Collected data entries
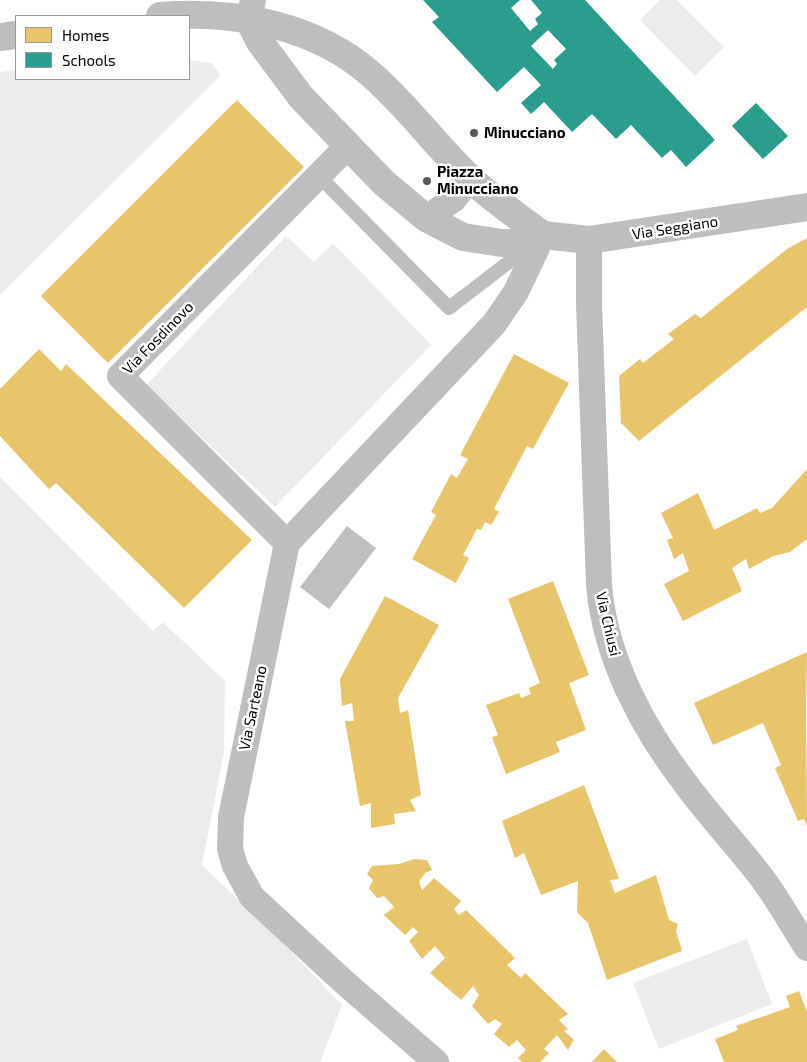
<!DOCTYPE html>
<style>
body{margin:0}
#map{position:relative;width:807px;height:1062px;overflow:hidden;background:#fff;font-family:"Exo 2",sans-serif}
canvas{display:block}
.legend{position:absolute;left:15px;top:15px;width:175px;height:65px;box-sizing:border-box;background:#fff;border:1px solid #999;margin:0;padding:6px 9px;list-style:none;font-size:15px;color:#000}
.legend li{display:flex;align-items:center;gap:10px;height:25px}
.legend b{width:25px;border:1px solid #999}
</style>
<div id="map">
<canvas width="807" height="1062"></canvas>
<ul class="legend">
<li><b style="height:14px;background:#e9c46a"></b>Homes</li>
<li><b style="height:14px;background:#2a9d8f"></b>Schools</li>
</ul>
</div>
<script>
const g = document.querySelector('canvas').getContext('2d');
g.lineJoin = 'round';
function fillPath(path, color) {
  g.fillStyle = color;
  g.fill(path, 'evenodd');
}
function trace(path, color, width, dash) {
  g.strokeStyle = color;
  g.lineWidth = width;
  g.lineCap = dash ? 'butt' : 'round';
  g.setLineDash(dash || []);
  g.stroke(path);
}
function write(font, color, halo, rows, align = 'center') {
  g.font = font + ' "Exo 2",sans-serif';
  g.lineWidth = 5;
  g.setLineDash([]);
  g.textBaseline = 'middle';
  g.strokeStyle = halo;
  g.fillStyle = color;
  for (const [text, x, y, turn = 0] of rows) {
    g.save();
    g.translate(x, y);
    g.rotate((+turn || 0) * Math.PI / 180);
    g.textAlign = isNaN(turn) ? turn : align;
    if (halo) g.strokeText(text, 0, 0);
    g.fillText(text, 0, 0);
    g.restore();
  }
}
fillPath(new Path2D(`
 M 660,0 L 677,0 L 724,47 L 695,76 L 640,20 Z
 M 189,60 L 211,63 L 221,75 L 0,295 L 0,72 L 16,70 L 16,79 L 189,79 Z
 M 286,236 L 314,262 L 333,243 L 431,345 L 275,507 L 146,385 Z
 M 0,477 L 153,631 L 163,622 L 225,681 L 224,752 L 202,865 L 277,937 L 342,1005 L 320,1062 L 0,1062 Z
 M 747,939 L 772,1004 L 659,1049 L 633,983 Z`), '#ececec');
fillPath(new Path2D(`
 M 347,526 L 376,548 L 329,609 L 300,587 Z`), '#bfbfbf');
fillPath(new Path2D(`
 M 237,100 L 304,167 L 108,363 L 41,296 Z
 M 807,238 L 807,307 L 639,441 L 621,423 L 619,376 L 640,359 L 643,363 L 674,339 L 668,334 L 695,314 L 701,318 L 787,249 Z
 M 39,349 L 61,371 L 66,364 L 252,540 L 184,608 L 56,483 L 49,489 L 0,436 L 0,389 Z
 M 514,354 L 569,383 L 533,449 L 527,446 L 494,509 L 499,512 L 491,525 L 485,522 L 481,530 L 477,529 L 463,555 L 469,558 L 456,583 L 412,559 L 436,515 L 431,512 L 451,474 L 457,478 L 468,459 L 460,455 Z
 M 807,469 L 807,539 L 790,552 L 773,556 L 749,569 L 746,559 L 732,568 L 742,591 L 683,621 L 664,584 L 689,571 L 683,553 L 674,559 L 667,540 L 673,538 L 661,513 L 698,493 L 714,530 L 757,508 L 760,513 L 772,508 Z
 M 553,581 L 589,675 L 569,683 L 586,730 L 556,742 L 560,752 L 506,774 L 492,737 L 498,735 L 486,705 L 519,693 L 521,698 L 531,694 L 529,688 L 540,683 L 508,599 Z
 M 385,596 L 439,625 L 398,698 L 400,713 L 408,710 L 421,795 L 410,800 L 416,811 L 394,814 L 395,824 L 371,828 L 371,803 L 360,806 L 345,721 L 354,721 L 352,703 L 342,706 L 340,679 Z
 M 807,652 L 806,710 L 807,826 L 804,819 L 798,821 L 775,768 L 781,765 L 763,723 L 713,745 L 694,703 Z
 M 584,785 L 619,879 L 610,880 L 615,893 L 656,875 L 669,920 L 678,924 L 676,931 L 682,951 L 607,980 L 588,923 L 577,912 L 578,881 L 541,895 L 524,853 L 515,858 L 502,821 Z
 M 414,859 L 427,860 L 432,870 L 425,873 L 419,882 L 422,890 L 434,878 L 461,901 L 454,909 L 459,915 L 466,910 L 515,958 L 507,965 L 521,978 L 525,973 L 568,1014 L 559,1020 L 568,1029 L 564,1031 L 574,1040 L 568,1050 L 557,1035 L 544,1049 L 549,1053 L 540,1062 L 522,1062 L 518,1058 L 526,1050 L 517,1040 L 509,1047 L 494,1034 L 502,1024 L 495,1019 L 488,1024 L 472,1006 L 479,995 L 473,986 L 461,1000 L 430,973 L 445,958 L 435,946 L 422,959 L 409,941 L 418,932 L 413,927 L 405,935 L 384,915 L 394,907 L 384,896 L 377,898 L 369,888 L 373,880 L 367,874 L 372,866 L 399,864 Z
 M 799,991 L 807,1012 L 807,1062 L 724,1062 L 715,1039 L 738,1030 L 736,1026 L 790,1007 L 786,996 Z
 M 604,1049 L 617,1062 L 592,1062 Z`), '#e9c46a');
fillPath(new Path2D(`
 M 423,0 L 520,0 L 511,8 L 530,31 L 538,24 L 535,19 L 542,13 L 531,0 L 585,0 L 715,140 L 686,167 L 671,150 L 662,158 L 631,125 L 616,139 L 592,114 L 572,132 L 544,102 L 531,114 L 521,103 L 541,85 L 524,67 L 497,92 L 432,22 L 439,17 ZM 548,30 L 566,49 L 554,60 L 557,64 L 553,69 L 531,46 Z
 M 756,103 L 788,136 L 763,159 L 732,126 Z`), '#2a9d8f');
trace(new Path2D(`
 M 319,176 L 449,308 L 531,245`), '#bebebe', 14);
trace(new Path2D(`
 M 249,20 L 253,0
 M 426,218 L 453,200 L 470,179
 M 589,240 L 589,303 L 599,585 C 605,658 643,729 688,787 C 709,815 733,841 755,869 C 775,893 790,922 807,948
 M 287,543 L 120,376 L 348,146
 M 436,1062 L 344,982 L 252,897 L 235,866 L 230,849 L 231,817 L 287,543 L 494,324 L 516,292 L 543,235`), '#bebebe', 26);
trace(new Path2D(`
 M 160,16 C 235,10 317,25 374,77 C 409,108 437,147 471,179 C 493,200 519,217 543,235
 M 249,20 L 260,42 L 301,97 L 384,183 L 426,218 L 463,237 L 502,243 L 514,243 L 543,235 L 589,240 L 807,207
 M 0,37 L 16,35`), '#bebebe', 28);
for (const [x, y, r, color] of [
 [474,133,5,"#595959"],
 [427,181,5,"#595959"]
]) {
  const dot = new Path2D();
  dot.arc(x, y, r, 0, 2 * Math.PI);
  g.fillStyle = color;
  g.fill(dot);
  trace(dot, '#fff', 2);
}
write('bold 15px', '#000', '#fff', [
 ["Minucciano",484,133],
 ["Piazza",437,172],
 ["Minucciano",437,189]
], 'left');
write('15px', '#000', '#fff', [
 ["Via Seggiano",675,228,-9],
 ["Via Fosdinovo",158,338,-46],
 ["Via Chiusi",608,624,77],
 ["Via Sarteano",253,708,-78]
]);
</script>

EXERCISE: Find the lines above that contain "display" and report their number, without comment.

EXERCISE ANSWER: 2